- Episode no.: Season 5 Episode 3
- Directed by: Eric Appel
- Written by: Andrew Guest
- Cinematography by: Giovani Lampassi
- Editing by: Jason Gill
- Production code: 503
- Original air date: October 10, 2017
- Running time: 22 minutes

Guest appearances
- Jason Mantzoukas as Adrian Pimento; Vladimir Caamaño as Phil; Amy Okuda as Chiaki;

Episode chronology
| ← Previous "The Big House" | Next → "HalloVeen" |
- Brooklyn Nine-Nine season 5

= Kicks (Brooklyn Nine-Nine) =

"Kicks" is the 3rd episode of the fifth season of the American television police sitcom series Brooklyn Nine-Nine, and the 93rd overall episode of the series. The episode was written by Andrew Guest and directed by Eric Appel. It aired on Fox in the United States on October 10, 2017.

The show revolves around the fictitious 99th precinct of the New York Police Department in Brooklyn and the officers and detectives that work in the precinct. In the episode, Jake has to pass an evaluation in order to go back to the field with Holt carrying the evaluation. Meanwhile, Rosa begins suspecting Adrian may be cheating on her while she was in prison.

According to Nielsen Media Research, the episode was seen by an estimated 1.68 million household viewers and gained a 0.7/3 ratings share among adults aged 18–49. The episode received positive reviews from critics, who praised Samberg's performance and Jake's character development.

==Plot==
In the cold open Jake hosts a "Freedom Feast" for the squad consisting of a lot of junk food he's missed having during his time in prison.

Jake (Andy Samberg) is back at the precinct and is excited to go back to working in the field. However, Holt (Andre Braugher) informs him that he has been relegated to desk duty, as his previous prison time prevents him from going into the field.

In order to return to the field, Jake must pass an evaluation test that Holt has to oversee. He and Boyle (Joe Lo Truglio) work on the case of a burglar and find evidence that a certain man is responsible and arrest him. However, Jake begins feeling the man may be innocent and talks with Boyle. The two get a lead on a possible suspect and confront him, who reveals their man is the right one. However, Jake already released the suspect, angering Holt. Jake explains that he wondered about his innocence because he fears people go to prison like him and will have to endure the hardship in prison which Jake experienced. Using new evidence to track the suspect, Holt decides to give back his position to Jake, citing that Jake's prison time has matured him into a better detective but Jake declines, opting for desk duty to readjust.

Meanwhile, Rosa (Stephanie Beatriz) returns with Adrian (Jason Mantzoukas) after a long time in jail.
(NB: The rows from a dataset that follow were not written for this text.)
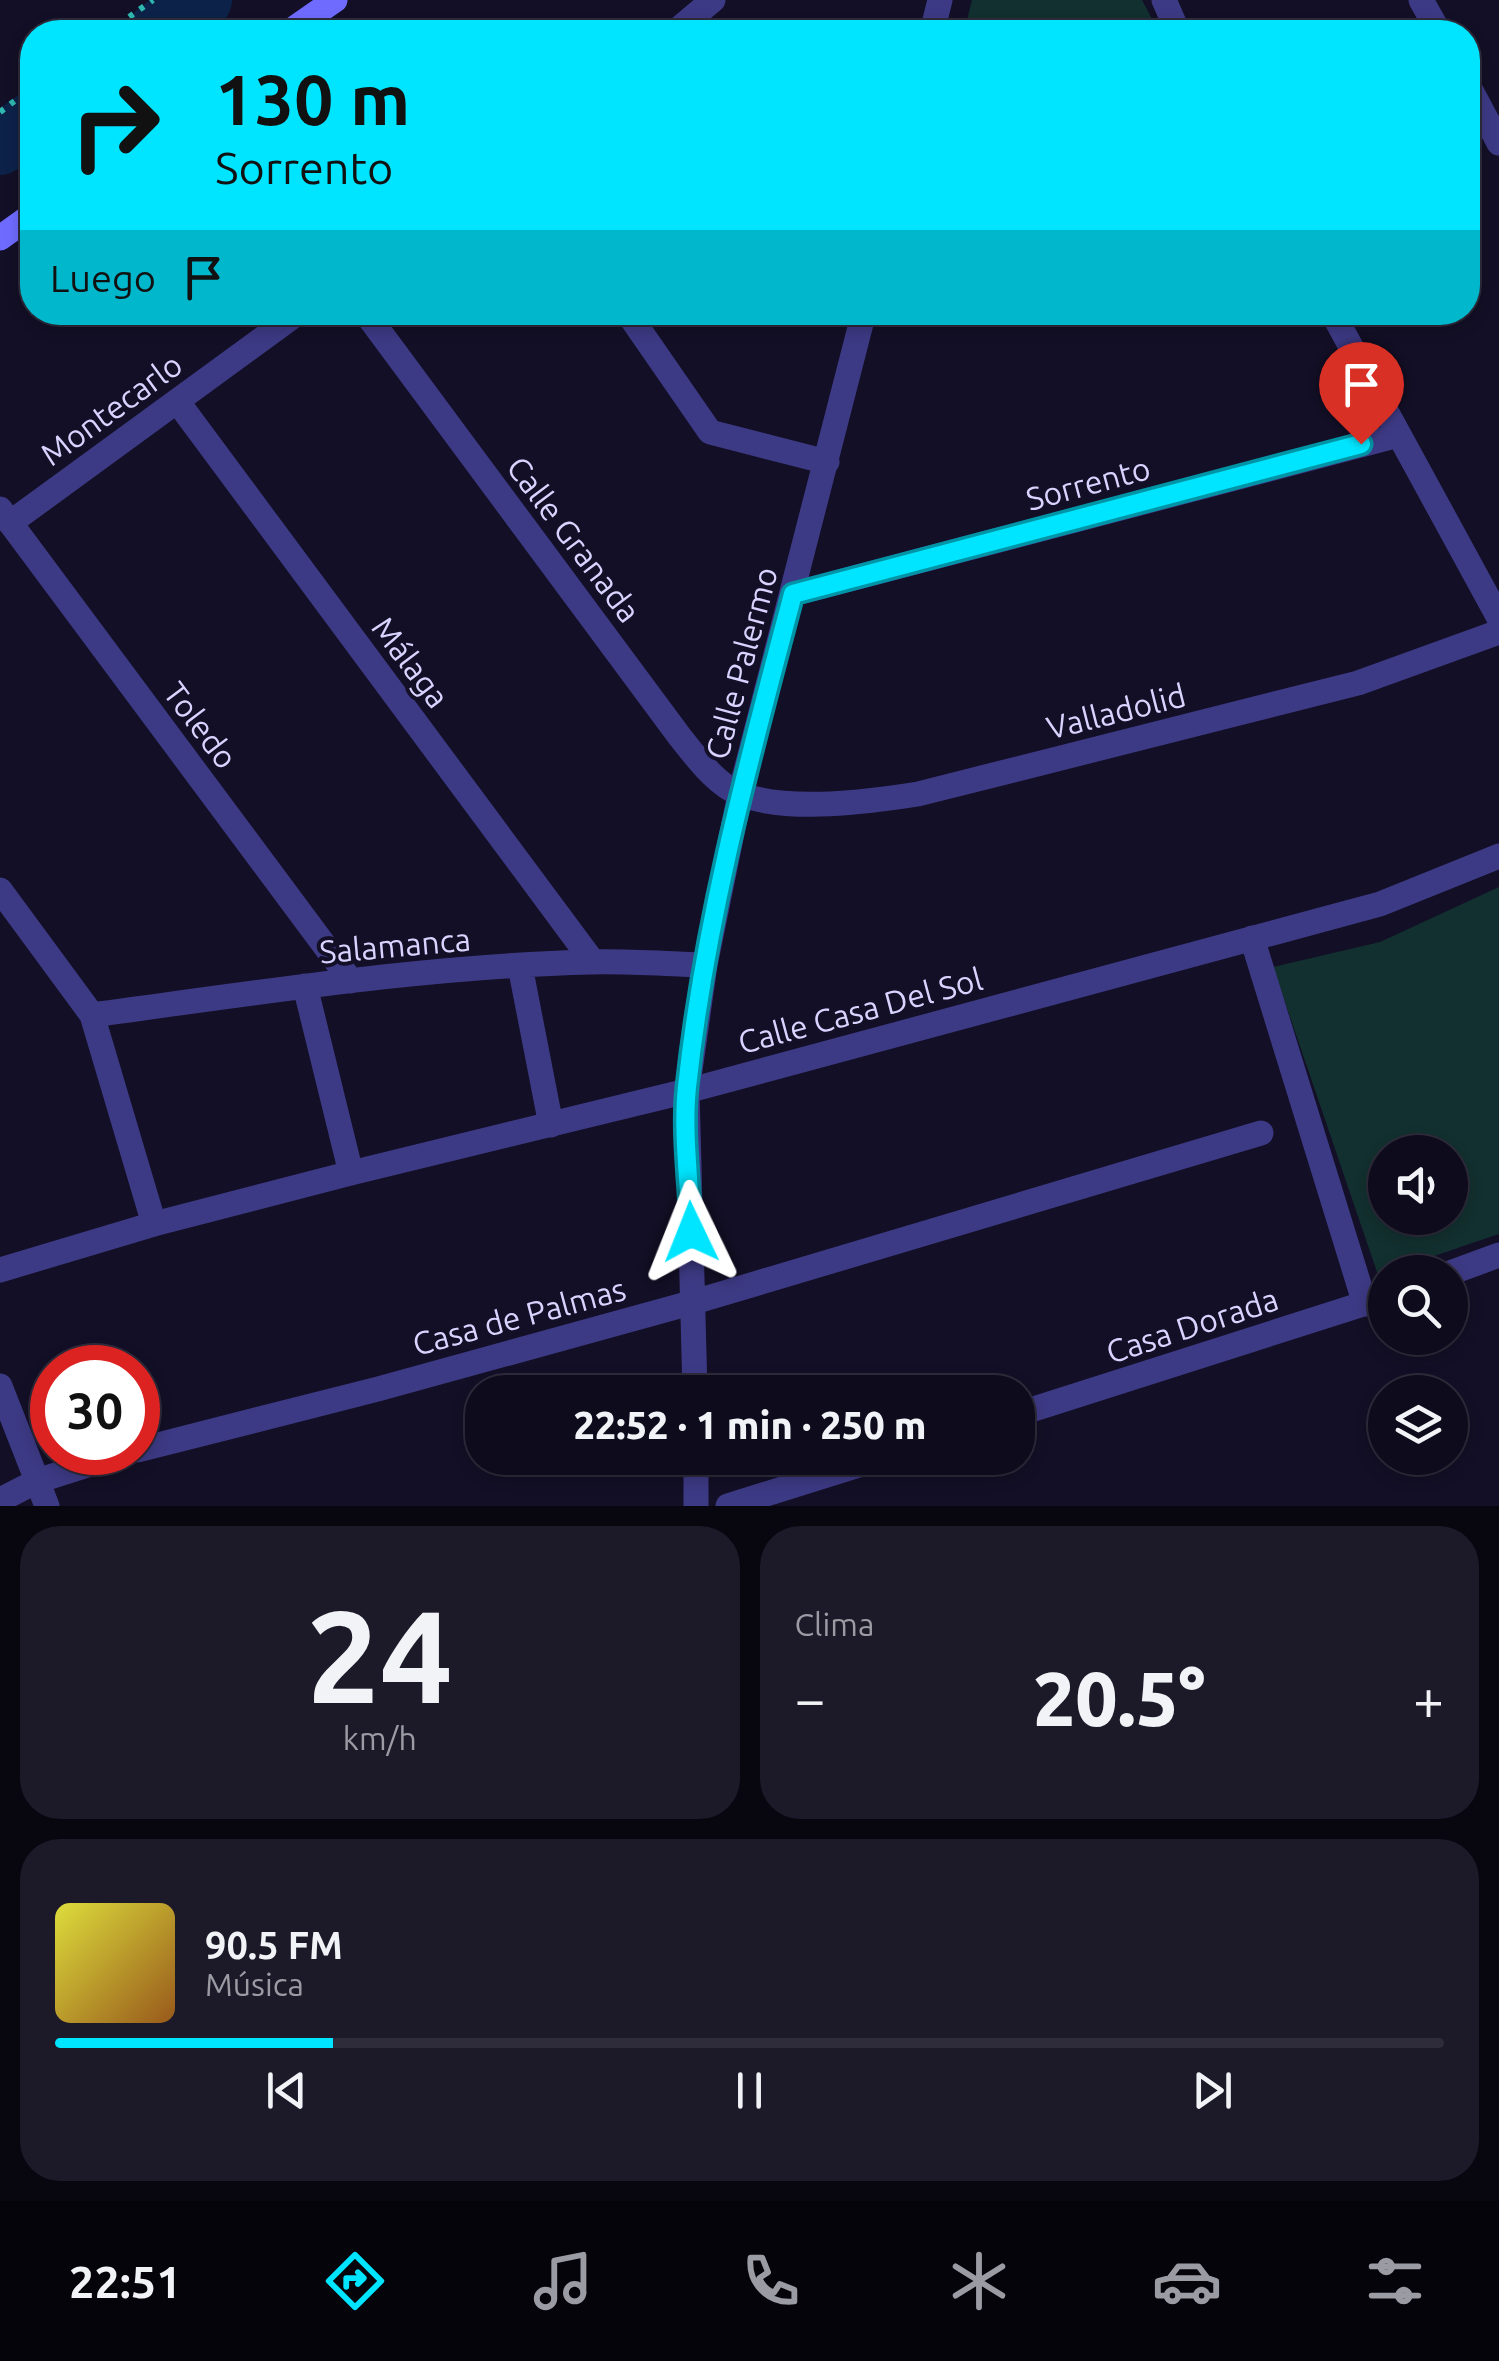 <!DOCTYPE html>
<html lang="es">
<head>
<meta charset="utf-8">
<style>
	:root { --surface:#0e0b1c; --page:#1c1929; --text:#f1f3f6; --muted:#9b9ba3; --line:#2e2b3b; --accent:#00e5ff }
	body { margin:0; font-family:Ubuntu,sans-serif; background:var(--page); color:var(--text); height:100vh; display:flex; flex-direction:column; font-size:38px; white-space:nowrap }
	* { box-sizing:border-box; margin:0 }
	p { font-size:32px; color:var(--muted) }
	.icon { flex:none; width:55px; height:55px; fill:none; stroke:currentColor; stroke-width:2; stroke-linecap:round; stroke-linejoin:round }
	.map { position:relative; height:1506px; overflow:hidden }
	.panel { display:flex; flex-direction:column; gap:20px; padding:20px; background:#08060f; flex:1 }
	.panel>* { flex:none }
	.guide { position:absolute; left:20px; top:20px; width:1460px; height:305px; border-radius:40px; box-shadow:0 5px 15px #0003,0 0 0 2px var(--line); background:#00e5ff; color:#111; overflow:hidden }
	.fabs { position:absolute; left:1368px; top:1135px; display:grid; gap:20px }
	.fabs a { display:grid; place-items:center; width:100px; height:100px; border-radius:50%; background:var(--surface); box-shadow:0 5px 15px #0003,0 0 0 2px var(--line); font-size:50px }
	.speed { position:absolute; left:30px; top:1345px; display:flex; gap:20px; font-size:50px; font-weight:700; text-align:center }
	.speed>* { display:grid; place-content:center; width:130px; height:130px; border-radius:50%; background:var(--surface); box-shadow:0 5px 15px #0003,0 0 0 2px var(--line); line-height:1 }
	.speed .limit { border:15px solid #d22; background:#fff; color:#111 }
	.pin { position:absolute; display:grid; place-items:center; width:85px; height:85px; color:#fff; margin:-102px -42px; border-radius:50% 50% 50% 0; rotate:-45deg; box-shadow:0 0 10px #0007 }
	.pin .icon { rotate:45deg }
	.me { position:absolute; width:110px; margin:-55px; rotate:358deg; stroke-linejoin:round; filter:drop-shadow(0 0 8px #0008) }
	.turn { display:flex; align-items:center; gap:35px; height:210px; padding:0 30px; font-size:45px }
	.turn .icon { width:130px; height:130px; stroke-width:2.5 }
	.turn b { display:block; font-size:70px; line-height:85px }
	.then { display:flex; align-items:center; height:95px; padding:0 30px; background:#0003; gap:20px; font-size:38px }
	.big { font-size:75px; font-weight:800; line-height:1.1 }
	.panel .card { flex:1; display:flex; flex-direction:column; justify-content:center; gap:15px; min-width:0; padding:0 35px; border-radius:40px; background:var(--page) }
	.panel .dial { align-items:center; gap:0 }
	.dial b { font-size:130px; line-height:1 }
	.song { display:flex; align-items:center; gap:30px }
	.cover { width:120px; height:120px; border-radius:15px; background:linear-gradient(135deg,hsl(60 70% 55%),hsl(30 70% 35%)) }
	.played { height:10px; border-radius:5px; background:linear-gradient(90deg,var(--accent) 20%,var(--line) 20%) }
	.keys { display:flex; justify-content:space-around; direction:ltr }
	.heat { display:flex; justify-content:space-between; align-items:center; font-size:55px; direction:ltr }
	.panel .tiles { flex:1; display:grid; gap:20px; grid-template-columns:1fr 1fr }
	.card:last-child { grid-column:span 2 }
	.trip { position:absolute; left:465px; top:1375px; width:570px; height:100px; border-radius:40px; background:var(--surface); box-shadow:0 5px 15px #0003,0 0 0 2px var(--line); font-weight:800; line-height:100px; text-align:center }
	.tabs { display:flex; height:160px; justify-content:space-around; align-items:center; background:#06040b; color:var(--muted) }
	.tabs .icon { width:70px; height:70px }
	.tabs .active { color:var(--accent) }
	.tabs b { font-size:45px; color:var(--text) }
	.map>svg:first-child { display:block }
</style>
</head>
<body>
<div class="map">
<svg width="1499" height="1506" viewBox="0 0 1499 1506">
	<rect width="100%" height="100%" fill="#130f26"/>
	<!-- green -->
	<path fill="#12302f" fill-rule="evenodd" d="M 972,0 L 1142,0 L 1159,32 L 964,32 Z
		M 1499,887 L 1499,1234 L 1378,1275 L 1273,967 L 1380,942 ZM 1385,1152 L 1450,1152 L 1450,1218 L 1385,1218 Z"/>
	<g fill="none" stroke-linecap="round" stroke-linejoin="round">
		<!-- river -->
		<path stroke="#0c2248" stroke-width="60" d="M 157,32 L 202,0
			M 0,145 L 32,122"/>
		<!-- path -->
		<path stroke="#2fb8b0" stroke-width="6" stroke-dasharray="5 8" stroke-linecap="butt" d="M 108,32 L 153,0
			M 0,112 L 32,88"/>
		<!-- street -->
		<path stroke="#3d3a85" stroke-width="25" d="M 1164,0 L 1178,32
			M 1421,0 L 1439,32
			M 675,32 L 713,0
			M 932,32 L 940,0
			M 1468,85 L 1499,143
			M 365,312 L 680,737 C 696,757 717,786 742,795 C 792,812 867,802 918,794 L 1358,683 L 1499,632
			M 627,312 L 710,432 L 827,462
			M 1332,312 L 1499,618
			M 177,401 L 593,962
			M 0,509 L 351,981
			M 10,523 L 299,312
			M 793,594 L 1399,435
			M 0,890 L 92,1015 L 154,1224
			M 1252,938 L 1365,1304
			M 520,966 L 551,1125
			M 305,986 L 351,1173
			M 92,1015 C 257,993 424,966 591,962 C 629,961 667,964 705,965
			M 0,1270 L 154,1224 L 351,1173 L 687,1091 L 1380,904 L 1499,856
			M 1450,1273 L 1499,1255
			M 0,1386 L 47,1506
			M 695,1392 L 687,1091 L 705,965 L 740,794 L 864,312
			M 1018,1414 L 1385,1297
			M 138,1450 L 378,1389 L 694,1302 L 1261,1133
			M 696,1458 L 696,1506
			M 0,1500 L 37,1481 L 128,1452
			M 728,1506 L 881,1458"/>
		<!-- secondary -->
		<path stroke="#6f6bff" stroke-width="25" d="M 289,32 L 335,0
			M 0,238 L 32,215"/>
	</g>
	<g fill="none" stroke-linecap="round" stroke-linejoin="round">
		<!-- route casing -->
		<g stroke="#0095a6" stroke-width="25">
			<path id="route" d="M 691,1232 C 690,1185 682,1133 687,1087 C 705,919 750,756 793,594 L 1361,444"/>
		</g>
		<!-- route -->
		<use href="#route" stroke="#00e5ff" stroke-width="18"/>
	</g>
	<g text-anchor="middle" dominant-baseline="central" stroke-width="8" stroke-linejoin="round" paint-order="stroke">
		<!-- street labels -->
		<g font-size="32" fill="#d9d4ff" stroke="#130f26">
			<text transform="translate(111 409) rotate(-36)">Montecarlo</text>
			<text transform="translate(1088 483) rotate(-15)">Sorrento</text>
			<text transform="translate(574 539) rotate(53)">Calle Granada</text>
			<text transform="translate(411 662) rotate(53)">Málaga</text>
			<text transform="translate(741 663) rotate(-75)">Calle Palermo</text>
			<text transform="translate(1116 711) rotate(-14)">Valladolid</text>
			<text transform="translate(201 725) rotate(53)">Toledo</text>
			<text transform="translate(395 945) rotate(-5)">Salamanca</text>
			<text transform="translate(860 1010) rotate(-15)">Calle Casa Del Sol</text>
			<text transform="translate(519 1316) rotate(-15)">Casa de Palmas</text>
			<text transform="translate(1192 1325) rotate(-18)">Casa Dorada</text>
		</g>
	</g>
</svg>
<div class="fabs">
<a><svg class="icon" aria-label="sound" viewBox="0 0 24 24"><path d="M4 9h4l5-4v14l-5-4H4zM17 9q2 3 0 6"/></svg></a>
<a><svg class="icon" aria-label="search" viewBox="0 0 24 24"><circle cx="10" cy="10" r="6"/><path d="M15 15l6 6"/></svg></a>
<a><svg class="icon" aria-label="layers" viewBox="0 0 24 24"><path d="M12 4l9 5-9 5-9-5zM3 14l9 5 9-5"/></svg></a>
</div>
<div class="speed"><div class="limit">30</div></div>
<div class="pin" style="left:1361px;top:444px;background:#d93025"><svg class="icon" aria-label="arrive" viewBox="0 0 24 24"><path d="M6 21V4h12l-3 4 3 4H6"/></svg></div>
<svg class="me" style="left:691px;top:1232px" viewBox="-20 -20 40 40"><path d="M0-17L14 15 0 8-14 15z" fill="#00e5ff" stroke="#fff" stroke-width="4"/></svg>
<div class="trip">22:52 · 1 min · 250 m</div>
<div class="guide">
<div class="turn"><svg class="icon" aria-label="right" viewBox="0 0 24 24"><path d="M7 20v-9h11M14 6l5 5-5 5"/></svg><div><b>130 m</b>Sorrento</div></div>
<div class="then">Luego<svg class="icon" aria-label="arrive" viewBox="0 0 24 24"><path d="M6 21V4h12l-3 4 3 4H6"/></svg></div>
</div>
</div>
<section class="panel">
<div class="tiles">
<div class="card dial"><b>24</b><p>km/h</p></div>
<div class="card"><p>Clima</p>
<div class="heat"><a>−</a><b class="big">20.5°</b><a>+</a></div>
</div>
<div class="card">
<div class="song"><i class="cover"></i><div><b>90.5 FM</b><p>Música</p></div></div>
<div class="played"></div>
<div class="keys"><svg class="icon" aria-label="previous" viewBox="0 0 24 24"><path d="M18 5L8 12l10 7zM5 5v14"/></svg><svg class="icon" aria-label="pause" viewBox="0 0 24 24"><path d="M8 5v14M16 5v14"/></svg><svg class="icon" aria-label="next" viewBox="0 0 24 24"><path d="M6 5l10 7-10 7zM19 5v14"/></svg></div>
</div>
</div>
</section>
<nav class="tabs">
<b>22:51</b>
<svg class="icon active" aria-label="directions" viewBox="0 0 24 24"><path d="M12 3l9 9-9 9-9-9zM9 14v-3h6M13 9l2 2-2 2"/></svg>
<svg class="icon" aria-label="music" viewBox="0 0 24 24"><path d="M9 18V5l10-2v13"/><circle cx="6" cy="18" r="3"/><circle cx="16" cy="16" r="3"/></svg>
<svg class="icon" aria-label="phone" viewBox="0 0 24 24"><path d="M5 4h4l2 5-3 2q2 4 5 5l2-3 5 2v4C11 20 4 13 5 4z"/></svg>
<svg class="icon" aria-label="climate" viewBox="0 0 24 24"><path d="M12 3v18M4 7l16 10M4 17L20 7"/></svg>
<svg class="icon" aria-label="car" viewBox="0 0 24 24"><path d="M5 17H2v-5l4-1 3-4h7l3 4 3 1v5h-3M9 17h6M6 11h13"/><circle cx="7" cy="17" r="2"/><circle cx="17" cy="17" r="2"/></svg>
<svg class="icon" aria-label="filters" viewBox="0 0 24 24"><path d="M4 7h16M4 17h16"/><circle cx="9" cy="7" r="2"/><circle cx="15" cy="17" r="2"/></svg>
</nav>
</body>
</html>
However, feeling Adrian has been distant recently, she uses multiple objects to spy on him. Finding him meeting with a woman, she angrily affirms he's cheating on her and confronts him, breaking up with him. However, Adrian explains that the woman was a Spanish teacher whom he was learning from so he could impress Rosa's parents. Despite him being proven innocent, Rosa decides to break up with him after realizing that she would've felt relieved had he been caught.

==Reception==
===Viewers===
In its original American broadcast, "Kicks" was seen by an estimated 1.68 million household viewers and gained a 0.7/3 ratings share among adults aged 18–49, according to Nielsen Media Research. This was slight decrease in viewership from the previous episode, which was watched by 1.74 million viewers with a 0.6/2 in the 18-49 demographics. This means that 0.7 percent of all households with televisions watched the episode, while 3 percent of all households watching television at that time watched it. With these ratings, Brooklyn Nine-Nine was the third highest rated show on FOX for the night, behind The Mick and Lethal Weapon, sixth on its timeslot and fifteenth for the night, behind The Mick, Kevin (Probably) Saves the World, The Mayor, Lethal Weapon, NCIS: New Orleans, The Flash, Fresh Off the Boat, Law & Order True Crime, Bull, Black-ish, The Middle, NCIS, The Voice, and This Is Us.

===Critical reviews===
"Kicks" received positive reviews from critics. LaToya Ferguson of The A.V. Club gave the episode a "B+" grade and wrote, "Brooklyn Nine-Nine could arguably still be funny without any true obstacles, but it would probably get stagnant pretty soon — but those obstacles don't tend to define the series or the characters as a whole. The return to the precinct in 'Kicks' presents an episode of the version of the show that has been missing and missed in these past few episodes, the version of the show that the audience needed to be reminded still exists. Especially given how long the series has been going, since it’s about to hit the coveted 100th (and the reportedly special 99th) episode."

Alan Sepinwall of Uproxx wrote, "I'm ready for the show to get more back to normal, but sending two innocent characters to prison is a big enough deal that it seems fair, and even necessary, to spend some time on that even after they're free. Nobody needs this show to turn into Rectify: The Sitcom, but there are ideas to explore, and evaluation pants to be worn."